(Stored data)
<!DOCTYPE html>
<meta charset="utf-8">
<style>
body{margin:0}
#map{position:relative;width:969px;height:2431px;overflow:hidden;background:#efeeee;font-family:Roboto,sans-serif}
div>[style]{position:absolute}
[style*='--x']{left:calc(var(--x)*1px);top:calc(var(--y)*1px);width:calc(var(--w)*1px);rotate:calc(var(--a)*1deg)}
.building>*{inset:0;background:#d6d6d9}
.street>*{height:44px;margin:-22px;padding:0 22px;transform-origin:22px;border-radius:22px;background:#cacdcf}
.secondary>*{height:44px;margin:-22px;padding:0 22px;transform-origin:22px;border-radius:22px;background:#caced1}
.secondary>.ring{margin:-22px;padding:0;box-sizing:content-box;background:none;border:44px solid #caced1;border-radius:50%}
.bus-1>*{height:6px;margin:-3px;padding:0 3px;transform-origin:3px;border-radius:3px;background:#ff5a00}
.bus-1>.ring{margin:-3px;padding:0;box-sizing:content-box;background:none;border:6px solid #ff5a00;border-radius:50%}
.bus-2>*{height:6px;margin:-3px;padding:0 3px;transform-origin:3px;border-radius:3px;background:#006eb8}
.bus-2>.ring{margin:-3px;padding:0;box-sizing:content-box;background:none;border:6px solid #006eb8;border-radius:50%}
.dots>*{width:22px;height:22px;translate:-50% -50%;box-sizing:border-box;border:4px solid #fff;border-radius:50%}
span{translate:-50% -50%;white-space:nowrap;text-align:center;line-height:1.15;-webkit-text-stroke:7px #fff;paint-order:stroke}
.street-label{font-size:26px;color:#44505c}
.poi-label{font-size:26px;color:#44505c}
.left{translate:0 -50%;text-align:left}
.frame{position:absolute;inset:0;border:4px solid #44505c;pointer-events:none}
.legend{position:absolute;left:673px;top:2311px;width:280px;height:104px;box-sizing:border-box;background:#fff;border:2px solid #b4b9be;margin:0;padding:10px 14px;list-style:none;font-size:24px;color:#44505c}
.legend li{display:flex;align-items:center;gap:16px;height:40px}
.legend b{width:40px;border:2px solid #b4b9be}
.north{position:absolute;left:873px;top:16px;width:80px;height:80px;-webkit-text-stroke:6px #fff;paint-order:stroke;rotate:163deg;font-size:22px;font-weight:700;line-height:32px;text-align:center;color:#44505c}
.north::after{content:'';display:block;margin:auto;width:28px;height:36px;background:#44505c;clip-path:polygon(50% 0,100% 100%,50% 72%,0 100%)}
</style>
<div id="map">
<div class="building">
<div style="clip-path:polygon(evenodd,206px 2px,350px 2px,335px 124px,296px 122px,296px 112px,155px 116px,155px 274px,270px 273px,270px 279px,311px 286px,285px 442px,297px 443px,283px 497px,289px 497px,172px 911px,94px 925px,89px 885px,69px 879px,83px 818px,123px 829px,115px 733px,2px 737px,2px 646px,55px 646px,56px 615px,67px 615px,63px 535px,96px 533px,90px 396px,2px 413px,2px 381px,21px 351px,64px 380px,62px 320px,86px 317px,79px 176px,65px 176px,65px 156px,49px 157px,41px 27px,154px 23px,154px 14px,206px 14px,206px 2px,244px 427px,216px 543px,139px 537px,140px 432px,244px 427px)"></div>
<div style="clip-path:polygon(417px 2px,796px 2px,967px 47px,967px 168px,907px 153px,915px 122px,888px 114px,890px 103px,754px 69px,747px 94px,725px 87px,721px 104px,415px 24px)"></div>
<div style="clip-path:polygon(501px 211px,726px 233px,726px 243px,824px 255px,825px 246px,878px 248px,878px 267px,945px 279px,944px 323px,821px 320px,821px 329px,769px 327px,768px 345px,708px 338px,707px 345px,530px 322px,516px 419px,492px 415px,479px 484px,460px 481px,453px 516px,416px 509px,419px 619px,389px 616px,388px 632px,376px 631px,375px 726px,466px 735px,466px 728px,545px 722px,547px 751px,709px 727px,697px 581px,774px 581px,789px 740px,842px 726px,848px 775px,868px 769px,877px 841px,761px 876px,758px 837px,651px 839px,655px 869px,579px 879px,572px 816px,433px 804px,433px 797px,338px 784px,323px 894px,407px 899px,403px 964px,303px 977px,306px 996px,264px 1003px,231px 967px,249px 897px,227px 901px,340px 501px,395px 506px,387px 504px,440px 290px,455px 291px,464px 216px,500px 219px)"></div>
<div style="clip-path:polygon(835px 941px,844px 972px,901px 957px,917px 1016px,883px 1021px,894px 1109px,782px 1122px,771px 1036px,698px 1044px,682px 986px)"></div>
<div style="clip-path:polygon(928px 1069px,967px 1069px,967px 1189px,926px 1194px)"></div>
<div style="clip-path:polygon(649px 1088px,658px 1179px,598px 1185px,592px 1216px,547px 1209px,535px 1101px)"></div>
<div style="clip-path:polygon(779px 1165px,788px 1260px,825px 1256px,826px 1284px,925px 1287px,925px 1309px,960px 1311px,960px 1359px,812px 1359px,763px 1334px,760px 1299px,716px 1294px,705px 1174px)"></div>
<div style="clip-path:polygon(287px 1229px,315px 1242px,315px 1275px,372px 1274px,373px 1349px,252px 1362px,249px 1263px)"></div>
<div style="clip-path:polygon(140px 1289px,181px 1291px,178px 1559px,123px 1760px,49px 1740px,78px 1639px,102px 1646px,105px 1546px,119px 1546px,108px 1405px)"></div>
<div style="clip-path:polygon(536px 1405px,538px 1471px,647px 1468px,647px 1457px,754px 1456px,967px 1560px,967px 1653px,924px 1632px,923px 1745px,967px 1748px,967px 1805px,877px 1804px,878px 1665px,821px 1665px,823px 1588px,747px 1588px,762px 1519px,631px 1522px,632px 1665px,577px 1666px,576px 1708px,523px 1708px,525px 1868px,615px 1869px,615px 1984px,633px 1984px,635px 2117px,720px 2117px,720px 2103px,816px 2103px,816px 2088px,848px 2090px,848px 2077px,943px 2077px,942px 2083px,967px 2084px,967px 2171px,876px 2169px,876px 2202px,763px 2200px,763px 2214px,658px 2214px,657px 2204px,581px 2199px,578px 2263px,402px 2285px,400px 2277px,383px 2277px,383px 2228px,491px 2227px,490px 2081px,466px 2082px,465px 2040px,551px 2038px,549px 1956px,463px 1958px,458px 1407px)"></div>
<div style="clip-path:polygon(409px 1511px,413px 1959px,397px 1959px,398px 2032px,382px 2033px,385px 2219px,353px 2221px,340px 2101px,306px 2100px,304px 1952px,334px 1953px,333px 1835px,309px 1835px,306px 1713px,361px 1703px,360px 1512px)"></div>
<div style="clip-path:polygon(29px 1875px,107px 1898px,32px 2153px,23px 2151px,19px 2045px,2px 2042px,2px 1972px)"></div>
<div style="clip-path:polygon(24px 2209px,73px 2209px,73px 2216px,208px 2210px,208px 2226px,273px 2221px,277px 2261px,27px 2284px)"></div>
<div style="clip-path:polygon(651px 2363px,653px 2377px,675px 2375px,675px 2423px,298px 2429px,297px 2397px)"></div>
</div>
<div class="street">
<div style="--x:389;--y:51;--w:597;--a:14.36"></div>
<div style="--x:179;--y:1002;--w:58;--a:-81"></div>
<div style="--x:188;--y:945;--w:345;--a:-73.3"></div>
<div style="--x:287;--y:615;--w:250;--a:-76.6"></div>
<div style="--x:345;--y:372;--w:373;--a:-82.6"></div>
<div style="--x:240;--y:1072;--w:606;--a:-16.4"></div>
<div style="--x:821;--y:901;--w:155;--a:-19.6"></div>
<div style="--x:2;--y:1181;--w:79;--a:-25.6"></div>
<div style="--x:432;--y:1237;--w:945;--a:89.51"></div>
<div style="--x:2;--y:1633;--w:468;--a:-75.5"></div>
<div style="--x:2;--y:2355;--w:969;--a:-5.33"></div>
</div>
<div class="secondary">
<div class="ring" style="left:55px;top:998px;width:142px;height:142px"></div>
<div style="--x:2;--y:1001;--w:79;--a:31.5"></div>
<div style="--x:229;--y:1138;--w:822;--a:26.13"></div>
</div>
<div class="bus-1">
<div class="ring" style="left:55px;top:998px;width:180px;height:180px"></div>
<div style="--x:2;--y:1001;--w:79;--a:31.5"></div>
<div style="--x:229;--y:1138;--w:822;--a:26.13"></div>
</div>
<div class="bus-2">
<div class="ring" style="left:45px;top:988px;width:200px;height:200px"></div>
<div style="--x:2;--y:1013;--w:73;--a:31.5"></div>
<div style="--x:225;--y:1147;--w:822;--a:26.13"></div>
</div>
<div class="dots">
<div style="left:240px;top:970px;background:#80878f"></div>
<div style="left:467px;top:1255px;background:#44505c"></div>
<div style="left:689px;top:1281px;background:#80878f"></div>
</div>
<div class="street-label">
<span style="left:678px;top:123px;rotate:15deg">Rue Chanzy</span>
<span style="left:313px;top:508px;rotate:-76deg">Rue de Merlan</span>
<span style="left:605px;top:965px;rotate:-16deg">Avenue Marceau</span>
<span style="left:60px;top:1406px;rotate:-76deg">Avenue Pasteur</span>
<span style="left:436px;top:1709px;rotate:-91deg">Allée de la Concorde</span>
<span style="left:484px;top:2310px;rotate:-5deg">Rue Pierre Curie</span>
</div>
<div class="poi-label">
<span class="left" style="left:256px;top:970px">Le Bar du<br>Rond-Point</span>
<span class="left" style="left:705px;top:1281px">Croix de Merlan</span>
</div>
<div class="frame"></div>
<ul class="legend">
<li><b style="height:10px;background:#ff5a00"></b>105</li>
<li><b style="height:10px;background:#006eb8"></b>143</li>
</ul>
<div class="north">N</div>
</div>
...
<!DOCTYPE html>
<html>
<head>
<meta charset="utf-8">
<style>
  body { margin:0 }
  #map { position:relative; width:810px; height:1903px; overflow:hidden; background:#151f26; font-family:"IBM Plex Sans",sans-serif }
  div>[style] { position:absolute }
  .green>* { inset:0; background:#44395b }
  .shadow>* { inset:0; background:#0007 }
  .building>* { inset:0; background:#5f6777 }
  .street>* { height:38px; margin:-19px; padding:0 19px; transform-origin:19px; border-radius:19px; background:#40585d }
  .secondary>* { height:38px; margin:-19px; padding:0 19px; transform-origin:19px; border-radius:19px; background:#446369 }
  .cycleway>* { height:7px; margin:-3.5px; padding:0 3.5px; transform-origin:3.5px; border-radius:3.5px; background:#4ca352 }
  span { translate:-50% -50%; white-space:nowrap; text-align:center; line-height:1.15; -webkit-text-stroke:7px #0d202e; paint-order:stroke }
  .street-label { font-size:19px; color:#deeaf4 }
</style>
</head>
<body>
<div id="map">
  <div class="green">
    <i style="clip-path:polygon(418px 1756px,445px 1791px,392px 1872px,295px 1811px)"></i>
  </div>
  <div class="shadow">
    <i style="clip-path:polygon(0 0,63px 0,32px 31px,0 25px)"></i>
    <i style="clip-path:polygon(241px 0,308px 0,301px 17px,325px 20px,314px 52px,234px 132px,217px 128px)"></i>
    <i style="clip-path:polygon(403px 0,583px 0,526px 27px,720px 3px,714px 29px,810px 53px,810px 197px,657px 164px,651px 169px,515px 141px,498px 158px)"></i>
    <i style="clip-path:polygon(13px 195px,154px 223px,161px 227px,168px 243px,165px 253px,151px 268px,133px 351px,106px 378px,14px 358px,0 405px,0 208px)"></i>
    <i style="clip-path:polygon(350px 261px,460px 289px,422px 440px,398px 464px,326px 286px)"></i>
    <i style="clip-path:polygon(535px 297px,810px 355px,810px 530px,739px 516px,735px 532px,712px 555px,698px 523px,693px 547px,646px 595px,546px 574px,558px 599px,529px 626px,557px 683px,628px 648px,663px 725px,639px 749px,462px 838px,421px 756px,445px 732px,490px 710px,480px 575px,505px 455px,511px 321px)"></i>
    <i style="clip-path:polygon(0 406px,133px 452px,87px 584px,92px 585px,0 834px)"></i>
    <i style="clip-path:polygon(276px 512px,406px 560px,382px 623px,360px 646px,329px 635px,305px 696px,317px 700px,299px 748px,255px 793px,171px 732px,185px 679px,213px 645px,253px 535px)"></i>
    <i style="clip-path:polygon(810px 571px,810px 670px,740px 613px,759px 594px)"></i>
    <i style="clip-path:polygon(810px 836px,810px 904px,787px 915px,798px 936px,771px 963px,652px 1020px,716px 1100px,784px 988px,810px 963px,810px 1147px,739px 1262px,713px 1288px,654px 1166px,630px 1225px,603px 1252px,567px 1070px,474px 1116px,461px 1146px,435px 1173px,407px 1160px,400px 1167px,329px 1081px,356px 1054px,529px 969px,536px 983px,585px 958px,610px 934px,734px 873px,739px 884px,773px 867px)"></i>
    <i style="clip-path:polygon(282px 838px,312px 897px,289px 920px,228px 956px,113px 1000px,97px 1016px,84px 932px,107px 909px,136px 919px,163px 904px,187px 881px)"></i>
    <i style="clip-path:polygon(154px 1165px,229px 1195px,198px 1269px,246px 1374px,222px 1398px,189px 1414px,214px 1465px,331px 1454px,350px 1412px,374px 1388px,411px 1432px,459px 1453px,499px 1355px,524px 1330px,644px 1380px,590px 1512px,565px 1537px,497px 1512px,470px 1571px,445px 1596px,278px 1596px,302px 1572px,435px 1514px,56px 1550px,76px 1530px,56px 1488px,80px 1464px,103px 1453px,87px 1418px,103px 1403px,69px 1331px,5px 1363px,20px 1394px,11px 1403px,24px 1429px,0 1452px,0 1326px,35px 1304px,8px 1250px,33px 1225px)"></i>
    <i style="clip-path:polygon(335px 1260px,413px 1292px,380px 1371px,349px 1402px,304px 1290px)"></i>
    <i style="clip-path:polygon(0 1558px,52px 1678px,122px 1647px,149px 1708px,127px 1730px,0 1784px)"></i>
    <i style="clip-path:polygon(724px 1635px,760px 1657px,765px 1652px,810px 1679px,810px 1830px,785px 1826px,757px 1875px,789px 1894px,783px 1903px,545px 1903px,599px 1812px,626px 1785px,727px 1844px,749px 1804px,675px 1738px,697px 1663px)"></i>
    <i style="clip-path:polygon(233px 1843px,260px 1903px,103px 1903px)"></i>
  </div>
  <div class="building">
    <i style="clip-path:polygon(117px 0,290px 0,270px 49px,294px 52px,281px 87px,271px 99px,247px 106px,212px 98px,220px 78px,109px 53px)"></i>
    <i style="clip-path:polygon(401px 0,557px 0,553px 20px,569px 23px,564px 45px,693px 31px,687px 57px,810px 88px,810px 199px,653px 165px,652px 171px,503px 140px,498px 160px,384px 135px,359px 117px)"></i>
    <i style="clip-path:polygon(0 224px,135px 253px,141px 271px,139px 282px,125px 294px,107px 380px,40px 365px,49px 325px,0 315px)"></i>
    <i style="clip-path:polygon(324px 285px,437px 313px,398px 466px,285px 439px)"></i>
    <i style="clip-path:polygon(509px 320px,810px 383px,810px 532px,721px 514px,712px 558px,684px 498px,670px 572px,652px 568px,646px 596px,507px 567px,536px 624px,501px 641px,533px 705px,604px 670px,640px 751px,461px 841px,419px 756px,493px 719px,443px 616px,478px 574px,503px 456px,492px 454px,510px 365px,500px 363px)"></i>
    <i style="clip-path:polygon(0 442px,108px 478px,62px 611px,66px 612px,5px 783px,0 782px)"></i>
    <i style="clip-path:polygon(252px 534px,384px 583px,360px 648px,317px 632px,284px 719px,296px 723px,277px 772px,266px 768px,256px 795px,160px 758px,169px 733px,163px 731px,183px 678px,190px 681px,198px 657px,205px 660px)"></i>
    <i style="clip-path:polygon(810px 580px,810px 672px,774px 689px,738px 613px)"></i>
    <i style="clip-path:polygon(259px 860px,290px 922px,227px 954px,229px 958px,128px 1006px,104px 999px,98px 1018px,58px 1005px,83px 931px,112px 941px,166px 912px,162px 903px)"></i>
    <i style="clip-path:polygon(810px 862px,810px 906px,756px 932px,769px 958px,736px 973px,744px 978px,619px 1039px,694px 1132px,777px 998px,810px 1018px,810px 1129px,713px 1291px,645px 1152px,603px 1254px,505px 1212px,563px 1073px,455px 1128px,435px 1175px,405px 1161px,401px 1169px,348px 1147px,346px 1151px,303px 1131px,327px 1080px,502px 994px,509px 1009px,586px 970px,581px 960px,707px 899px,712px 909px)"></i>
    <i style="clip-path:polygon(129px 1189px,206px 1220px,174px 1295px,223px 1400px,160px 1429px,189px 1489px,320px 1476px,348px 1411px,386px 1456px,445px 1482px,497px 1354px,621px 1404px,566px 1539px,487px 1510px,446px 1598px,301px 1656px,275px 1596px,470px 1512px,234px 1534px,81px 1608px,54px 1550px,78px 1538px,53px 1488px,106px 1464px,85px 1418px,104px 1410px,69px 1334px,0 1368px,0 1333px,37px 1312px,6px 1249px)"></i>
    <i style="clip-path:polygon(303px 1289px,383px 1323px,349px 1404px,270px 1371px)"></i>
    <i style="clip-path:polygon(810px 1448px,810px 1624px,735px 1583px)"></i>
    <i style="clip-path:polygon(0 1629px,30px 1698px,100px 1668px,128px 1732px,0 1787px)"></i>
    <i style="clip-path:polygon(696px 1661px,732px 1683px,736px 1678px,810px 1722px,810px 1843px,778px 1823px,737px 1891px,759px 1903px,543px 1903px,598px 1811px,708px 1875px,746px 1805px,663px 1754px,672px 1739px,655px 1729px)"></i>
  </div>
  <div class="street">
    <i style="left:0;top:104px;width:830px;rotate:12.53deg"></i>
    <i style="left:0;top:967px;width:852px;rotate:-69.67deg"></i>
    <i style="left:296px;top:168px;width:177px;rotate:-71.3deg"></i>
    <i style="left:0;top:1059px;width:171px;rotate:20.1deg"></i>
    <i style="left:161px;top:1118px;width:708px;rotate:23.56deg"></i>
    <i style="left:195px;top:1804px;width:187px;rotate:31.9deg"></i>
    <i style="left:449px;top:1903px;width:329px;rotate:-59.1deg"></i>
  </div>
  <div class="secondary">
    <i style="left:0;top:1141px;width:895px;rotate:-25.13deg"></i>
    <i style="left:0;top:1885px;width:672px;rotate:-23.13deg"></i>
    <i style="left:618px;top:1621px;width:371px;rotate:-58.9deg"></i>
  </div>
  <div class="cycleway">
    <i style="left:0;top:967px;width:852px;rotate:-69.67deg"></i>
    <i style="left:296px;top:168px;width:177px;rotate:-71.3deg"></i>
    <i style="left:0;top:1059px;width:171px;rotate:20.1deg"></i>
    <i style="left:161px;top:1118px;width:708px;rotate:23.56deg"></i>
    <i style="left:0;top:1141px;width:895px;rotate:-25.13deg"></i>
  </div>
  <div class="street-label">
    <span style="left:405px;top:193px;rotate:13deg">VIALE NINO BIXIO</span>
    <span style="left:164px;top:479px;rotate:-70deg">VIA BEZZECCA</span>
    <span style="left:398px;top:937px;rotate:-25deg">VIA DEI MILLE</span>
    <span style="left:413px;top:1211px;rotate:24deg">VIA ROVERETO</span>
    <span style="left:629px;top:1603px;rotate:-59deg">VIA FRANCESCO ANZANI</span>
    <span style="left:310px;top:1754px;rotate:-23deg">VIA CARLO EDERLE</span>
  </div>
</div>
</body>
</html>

Activity: Each line above that contains the word "hidden" should be copied.

Result for this exercise:
#map{position:relative;width:969px;height:2431px;overflow:hidden;background:#efeeee;font-family:Roboto,sans-serif}
  #map { position:relative; width:810px; height:1903px; overflow:hidden; background:#151f26; font-family:"IBM Plex Sans",sans-serif }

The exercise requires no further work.